*** Dataset records Section Begins ***
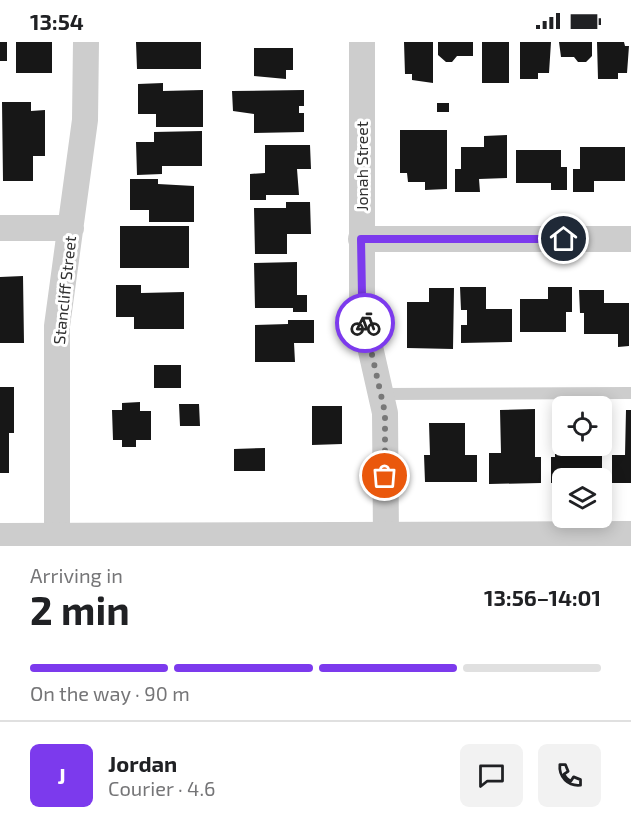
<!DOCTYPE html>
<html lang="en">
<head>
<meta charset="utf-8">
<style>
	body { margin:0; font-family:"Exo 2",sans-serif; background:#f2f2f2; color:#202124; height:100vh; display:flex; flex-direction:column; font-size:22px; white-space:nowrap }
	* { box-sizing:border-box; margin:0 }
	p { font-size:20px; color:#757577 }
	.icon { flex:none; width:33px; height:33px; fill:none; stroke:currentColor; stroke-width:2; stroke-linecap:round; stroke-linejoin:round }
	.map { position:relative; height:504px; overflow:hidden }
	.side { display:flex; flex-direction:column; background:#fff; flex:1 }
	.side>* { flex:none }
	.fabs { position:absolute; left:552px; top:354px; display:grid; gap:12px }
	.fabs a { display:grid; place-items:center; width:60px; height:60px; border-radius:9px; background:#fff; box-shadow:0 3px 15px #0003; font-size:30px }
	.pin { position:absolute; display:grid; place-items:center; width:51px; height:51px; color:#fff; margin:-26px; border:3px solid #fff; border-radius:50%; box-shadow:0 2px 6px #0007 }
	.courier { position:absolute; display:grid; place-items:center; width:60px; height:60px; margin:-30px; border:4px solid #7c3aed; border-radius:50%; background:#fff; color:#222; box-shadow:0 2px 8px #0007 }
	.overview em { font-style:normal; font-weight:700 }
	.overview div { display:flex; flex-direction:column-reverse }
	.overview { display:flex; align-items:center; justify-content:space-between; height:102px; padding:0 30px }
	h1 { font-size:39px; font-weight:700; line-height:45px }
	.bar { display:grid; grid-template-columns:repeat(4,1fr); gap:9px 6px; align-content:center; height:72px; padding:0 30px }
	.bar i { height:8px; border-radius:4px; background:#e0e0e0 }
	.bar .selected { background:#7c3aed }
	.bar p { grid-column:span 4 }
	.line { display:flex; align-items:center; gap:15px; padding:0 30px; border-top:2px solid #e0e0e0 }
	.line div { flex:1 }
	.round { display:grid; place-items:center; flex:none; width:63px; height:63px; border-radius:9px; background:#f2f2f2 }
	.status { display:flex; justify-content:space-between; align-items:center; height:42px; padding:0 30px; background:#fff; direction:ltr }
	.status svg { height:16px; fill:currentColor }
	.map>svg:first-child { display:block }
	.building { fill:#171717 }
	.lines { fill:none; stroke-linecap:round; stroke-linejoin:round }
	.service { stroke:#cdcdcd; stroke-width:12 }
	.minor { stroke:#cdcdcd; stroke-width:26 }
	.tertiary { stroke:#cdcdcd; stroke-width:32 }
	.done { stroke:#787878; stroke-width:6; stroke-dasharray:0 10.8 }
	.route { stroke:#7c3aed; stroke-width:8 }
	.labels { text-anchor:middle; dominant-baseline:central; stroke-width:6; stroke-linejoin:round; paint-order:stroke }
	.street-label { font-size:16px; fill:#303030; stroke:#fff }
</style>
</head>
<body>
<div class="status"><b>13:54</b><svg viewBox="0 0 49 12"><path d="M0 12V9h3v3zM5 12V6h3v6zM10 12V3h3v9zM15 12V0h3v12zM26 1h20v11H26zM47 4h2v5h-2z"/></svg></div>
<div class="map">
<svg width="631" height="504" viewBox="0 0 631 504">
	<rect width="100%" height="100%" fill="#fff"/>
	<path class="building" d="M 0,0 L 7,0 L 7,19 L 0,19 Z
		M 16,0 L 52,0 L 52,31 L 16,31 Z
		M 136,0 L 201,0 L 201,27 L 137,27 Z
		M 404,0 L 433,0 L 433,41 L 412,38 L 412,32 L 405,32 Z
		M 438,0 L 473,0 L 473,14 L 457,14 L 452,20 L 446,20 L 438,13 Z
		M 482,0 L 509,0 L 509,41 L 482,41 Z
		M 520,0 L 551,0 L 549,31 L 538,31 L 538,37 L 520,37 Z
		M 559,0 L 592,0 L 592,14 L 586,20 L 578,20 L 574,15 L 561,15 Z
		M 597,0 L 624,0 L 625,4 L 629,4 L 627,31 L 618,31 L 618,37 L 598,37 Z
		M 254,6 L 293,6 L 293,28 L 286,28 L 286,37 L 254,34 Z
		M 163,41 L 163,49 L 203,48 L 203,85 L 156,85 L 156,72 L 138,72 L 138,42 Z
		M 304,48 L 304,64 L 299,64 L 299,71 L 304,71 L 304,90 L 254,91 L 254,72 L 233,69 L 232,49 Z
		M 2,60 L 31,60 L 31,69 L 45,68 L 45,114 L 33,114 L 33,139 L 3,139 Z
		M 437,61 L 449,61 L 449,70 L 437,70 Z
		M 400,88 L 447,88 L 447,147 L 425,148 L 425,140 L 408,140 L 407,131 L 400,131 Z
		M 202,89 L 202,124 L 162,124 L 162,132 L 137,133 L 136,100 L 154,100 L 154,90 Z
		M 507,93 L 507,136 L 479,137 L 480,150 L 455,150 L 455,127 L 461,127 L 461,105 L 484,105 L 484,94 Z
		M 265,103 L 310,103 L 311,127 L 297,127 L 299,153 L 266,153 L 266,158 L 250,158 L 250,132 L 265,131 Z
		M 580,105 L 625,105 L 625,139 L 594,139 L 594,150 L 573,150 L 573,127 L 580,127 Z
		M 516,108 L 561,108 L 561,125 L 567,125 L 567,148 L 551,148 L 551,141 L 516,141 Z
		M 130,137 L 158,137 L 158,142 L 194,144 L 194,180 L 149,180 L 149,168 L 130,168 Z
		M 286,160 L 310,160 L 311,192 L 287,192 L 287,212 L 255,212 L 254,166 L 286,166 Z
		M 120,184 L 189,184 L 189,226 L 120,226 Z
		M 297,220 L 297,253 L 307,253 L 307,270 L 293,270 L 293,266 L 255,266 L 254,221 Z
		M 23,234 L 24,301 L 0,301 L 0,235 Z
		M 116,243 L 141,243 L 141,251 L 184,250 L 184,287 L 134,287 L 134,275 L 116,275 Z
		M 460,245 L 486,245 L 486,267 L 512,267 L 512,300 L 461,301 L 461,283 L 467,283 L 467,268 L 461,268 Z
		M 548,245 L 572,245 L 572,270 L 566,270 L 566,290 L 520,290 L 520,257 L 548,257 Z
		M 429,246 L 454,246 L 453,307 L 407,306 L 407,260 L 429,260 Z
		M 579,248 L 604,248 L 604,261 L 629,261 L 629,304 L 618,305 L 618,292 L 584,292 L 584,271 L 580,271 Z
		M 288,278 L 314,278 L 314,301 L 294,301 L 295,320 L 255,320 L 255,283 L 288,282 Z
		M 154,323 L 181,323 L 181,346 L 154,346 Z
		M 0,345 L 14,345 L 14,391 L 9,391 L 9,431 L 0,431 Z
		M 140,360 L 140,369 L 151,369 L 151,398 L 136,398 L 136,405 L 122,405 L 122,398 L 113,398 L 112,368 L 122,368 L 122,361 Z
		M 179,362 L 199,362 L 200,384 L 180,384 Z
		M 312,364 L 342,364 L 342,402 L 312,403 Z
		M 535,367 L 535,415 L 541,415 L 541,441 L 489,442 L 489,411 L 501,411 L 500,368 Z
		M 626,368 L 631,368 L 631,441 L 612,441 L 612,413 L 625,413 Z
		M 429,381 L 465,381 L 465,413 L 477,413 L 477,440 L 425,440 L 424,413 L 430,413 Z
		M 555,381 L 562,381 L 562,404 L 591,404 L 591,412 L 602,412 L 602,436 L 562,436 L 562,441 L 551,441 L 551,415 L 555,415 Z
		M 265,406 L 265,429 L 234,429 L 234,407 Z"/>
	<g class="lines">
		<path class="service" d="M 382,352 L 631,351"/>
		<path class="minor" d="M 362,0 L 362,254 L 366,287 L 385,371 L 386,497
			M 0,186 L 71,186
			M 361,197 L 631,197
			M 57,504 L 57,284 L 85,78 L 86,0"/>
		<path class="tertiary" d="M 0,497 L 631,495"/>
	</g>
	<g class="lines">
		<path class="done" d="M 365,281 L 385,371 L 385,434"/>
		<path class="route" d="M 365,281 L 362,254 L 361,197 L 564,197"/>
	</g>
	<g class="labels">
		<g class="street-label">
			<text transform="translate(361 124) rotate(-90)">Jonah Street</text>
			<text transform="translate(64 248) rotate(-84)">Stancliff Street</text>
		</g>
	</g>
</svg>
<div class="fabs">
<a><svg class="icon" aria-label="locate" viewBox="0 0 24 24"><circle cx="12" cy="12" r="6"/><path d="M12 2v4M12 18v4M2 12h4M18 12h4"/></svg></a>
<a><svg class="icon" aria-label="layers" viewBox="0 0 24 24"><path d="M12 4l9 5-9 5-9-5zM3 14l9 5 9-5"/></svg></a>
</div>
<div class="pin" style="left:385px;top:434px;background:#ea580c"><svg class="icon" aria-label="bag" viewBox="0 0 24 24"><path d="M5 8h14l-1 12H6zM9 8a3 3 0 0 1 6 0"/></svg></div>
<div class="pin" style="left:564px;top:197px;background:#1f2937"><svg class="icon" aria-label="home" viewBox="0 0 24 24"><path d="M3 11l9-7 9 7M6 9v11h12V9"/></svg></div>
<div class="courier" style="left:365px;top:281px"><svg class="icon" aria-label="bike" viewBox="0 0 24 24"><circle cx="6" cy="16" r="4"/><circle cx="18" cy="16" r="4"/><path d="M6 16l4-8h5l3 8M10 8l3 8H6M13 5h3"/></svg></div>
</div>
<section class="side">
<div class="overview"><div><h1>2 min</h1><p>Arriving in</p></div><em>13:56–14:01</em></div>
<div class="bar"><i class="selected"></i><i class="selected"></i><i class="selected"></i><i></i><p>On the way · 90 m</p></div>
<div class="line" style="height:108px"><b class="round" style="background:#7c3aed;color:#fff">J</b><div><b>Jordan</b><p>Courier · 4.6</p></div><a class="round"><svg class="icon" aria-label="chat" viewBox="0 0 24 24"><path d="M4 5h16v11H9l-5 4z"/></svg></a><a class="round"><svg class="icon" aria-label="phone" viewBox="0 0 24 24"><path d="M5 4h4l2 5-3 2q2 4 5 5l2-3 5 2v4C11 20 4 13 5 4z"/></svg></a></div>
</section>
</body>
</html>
*** Dataset records Section Ends ***
▸ Exercise directions
Search the records above for the string "linecap". Report each line that has it.

▸ Response
	.icon { flex:none; width:33px; height:33px; fill:none; stroke:currentColor; stroke-width:2; stroke-linecap:round; stroke-linejoin:round }
	.lines { fill:none; stroke-linecap:round; stroke-linejoin:round }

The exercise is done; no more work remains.